- **Dataset entries**
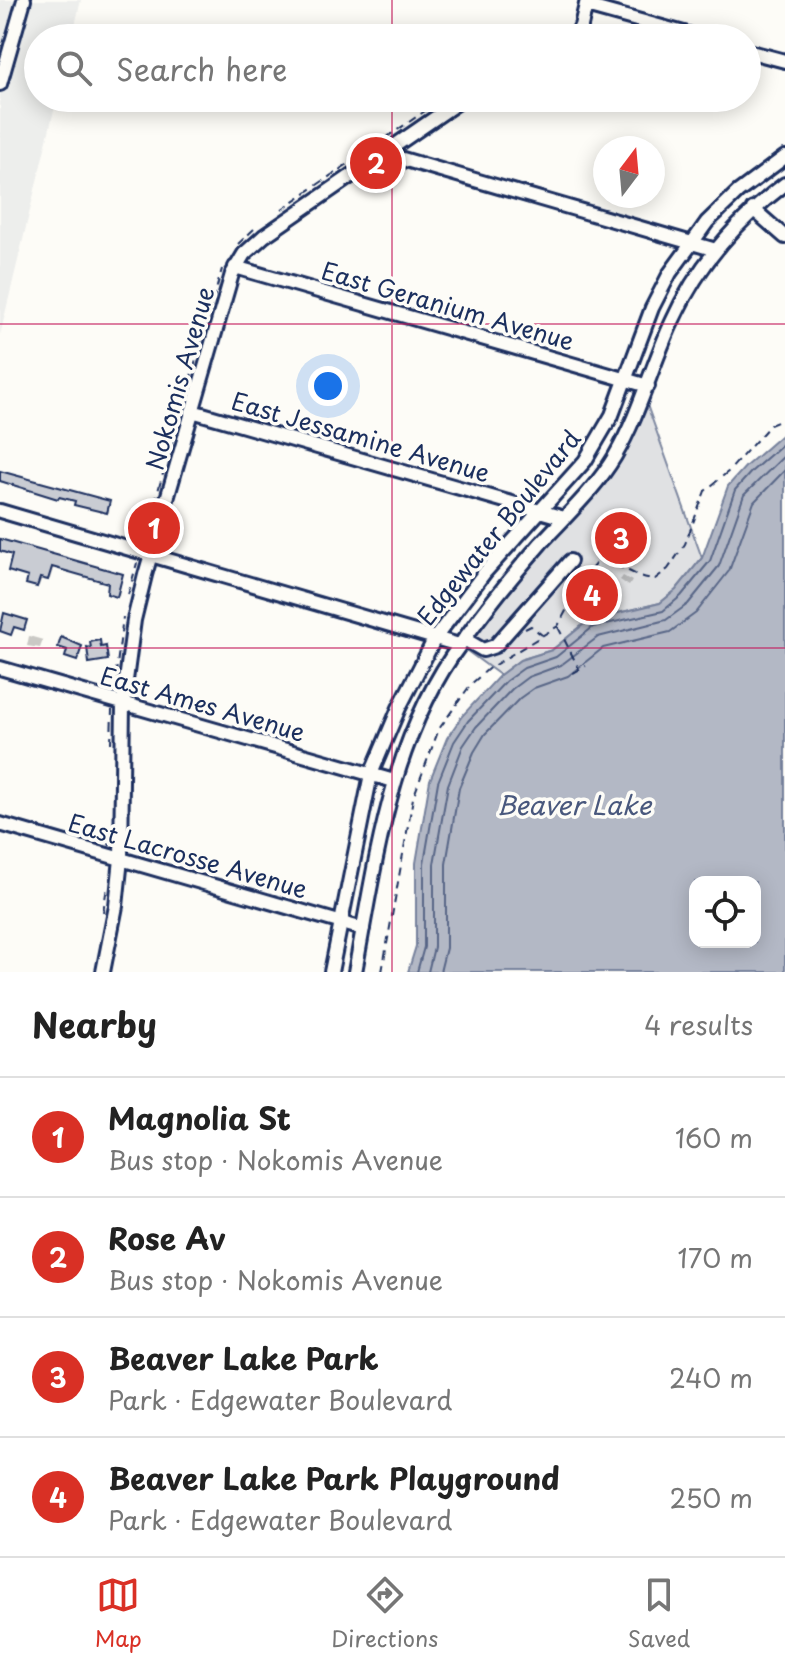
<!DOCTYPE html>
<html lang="en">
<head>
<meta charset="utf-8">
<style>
  body { margin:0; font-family:"Playpen Sans",sans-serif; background:#f6f6f6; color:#222 }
  .controls { position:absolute; right:24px; bottom:24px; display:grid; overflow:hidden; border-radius:16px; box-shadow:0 4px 20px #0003 }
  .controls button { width:72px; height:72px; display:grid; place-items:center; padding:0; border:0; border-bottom:2px solid #e0e0e0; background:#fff; color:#222; font:40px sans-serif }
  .compass { position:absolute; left:593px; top:136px; width:72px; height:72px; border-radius:50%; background:#fff; box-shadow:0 4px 20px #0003; rotate:16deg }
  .you { position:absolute; left:328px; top:386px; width:28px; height:28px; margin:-20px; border:6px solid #fff; border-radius:50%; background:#1a73e8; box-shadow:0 0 0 12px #1a73e833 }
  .badge { display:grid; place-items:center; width:52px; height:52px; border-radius:50%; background:#d93025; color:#fff; font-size:26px; font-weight:700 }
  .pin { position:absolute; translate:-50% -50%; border:4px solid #fff; box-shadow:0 2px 8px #0006 }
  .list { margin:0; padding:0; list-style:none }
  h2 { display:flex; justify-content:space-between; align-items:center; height:104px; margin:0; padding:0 32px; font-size:34px }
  h2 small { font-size:26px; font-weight:400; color:#767676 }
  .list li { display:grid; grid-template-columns:52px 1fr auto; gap:24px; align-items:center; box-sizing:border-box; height:120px; padding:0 32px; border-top:2px solid #e0e0e0 }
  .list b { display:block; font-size:30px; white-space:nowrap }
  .list p { margin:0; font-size:26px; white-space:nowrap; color:#767676 }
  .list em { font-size:26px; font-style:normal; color:#767676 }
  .icon { flex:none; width:44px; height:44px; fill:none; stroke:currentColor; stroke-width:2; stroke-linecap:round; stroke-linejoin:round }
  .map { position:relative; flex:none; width:785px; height:972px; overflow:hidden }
  .search { position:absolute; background:#fff; box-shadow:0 4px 20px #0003; left:24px; right:24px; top:24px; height:88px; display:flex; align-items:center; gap:20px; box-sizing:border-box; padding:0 28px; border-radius:44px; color:#767676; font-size:30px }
  .sheet { height:584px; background:#fff }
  nav { display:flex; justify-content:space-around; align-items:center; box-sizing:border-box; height:112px; border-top:2px solid #e0e0e0; background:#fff; font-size:22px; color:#767676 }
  nav a { display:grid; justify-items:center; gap:4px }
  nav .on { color:#d93025 }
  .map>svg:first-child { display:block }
</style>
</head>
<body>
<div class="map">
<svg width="785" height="972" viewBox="0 0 785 972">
  <rect width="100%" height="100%" fill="#fdfcf7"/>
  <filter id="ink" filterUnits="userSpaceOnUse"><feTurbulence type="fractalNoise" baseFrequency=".0125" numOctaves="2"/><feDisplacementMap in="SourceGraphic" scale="16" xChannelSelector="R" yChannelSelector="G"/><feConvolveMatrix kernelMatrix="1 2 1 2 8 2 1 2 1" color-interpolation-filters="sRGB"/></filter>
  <g filter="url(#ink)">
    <path fill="#edeeec" d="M0,0H81L72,38H38V98H57L0,335Z"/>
    <path fill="#e0e1e3" stroke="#7e88a0" stroke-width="2" d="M647,405L702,558L676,590L660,603L589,620L552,650L520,660L500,675L459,645C524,567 591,490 647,405Z"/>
    <path fill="#b3b8c5" stroke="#76819c" stroke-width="2" fill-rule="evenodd" d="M785,432V972H408L416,946V863L430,780L447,738L462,716L500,675L520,660L552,650L589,620L660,603L676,590L702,558L728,486L746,466ZM695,882H755V942H695Z"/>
    <path fill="#0003" d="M0,473L110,503L109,513L78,505L77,501L61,497L60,499L0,482Z
      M0,540L122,576L119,597L111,594V582L54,566L50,579L42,577L39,586L28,583L30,576L14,554L0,551Z
      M623,576L632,581L629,586L620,580Z
      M29,636L43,640L40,648L27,646Z"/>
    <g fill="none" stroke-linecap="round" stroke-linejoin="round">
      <path stroke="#586687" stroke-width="2" d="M417,972L424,947V863L438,782L454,742L468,721L506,681L524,668L556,657L593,627L663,611L681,596L710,561L735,490L752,471L785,442
        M428,972L434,947V864L448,785L463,746L476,727L512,689L528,677L561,665L598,637L666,620L688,604L719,566L744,495L785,455
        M440,972L446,948V864L459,788L474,752L485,734L520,698L534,688L568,676L603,648L670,632L696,613L729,571L754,502L785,470"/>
    </g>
    <path fill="#c9ccd3" stroke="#1b2f5e" stroke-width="2" d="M0,471L110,501L107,513L74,505L75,501L59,497L58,499L0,481Z
      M0,539L123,574L117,597L107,594L108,583L52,567L48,580L40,578L37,587L26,584L28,577L8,571L12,555L0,551Z
      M4,613L27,620L24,630L14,627L11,635L0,631Z
      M61,637L82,646L77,661L65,657L67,650L58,647Z
      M100,640L101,647L106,646L108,660L89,663L87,647L91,648L90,642Z"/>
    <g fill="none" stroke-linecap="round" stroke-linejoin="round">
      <g stroke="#1b2f5e" stroke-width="18">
        <path id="minor" d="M586,6L702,38
          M575,38L581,26L587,0
          M747,51L785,61
          M0,84L24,0
          M382,153L716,250
          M753,209L785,237
          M235,267L648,386
          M192,411L564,518
          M0,511L459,645
          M464,639L483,650L495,646L570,561
          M0,668L394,781
          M0,824L363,929
          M103,972L116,906L121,859L123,703L134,620L145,575L232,274L244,254L264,236L464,98
          M331,972L371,774L399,708L435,638L485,572L585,461L612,415L652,308L670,273L692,243L707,222L738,192L785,157
          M355,972C376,859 391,737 462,642C487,607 513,575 541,543C567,515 596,488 615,456C640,413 651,367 672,322C697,266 736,221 785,184"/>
      </g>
      <path stroke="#1b2f5e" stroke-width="2" stroke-dasharray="8 6" stroke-linecap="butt" d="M559,38L566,30
        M282,209L444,98
        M238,244L254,229
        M143,543L222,269
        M128,595L137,563
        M558,627L579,669
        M525,629L531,626L542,635
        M573,673L586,666
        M114,689L123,617
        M111,743L112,710
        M110,846L108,841L110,834
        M103,912L107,887
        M382,972L413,798L439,729L471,684L488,669L558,626L583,579L596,563C619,560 632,578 655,579L668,569L685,544L705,491L729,471L770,425L785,419"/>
      <use href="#minor" stroke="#fdfcf7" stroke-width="12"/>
    </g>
  </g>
  <path fill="none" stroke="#c2185b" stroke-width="2" stroke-opacity="0.55" d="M392,0V38M392,98V972M0,324H785M0,648H785"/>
  <g text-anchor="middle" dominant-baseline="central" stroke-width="7" stroke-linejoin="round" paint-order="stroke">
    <g font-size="24" fill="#1b2f5e" stroke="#fdfcf7">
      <text transform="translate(448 305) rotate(16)">East Geranium Avenue</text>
      <text transform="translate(179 378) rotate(-74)">Nokomis Avenue</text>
      <text transform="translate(361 436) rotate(16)">East Jessamine Avenue</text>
      <text transform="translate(498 527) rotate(-51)">Edgewater Boulevard</text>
      <text transform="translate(203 703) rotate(16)">East Ames Avenue</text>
      <text transform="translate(188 855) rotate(16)">East Lacrosse Avenue</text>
    </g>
    <g font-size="26" font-style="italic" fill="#49587d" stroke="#fdfcf7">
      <text x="574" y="804">Beaver Lake</text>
    </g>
  </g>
</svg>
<div class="controls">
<button><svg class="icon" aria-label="locate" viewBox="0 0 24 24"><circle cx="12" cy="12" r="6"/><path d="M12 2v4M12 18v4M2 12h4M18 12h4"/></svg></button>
</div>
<svg class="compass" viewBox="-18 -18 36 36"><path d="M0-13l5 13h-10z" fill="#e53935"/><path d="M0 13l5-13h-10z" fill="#767676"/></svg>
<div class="you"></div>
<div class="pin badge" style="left:154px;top:528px">1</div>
<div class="pin badge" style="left:376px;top:163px">2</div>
<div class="pin badge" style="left:621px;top:538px">3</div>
<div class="pin badge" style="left:592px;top:595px">4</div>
<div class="search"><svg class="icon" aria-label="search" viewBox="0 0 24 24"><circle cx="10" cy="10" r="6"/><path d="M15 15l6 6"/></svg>Search here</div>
</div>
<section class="sheet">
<h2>Nearby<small>4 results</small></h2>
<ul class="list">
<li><span class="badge">1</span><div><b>Magnolia St</b><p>Bus stop · Nokomis Avenue</p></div><em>160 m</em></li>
<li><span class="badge">2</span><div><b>Rose Av</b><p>Bus stop · Nokomis Avenue</p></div><em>170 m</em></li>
<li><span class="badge">3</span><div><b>Beaver Lake Park</b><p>Park · Edgewater Boulevard</p></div><em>240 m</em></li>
<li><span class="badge">4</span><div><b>Beaver Lake Park Playground</b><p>Park · Edgewater Boulevard</p></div><em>250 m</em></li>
</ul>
</section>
<nav>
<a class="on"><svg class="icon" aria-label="map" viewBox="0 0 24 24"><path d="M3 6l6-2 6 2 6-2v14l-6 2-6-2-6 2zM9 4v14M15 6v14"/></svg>Map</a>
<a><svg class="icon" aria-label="directions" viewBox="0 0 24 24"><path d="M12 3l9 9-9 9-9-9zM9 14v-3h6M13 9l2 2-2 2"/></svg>Directions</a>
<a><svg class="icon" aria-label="saved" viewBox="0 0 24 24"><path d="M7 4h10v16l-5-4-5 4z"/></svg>Saved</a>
</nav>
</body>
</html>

- **WORK INSTRUCTION**
Respond with nothing but the number of lines in the data above that include the word "white".

- **SOLUTION FOR THIS EXERCISE**
2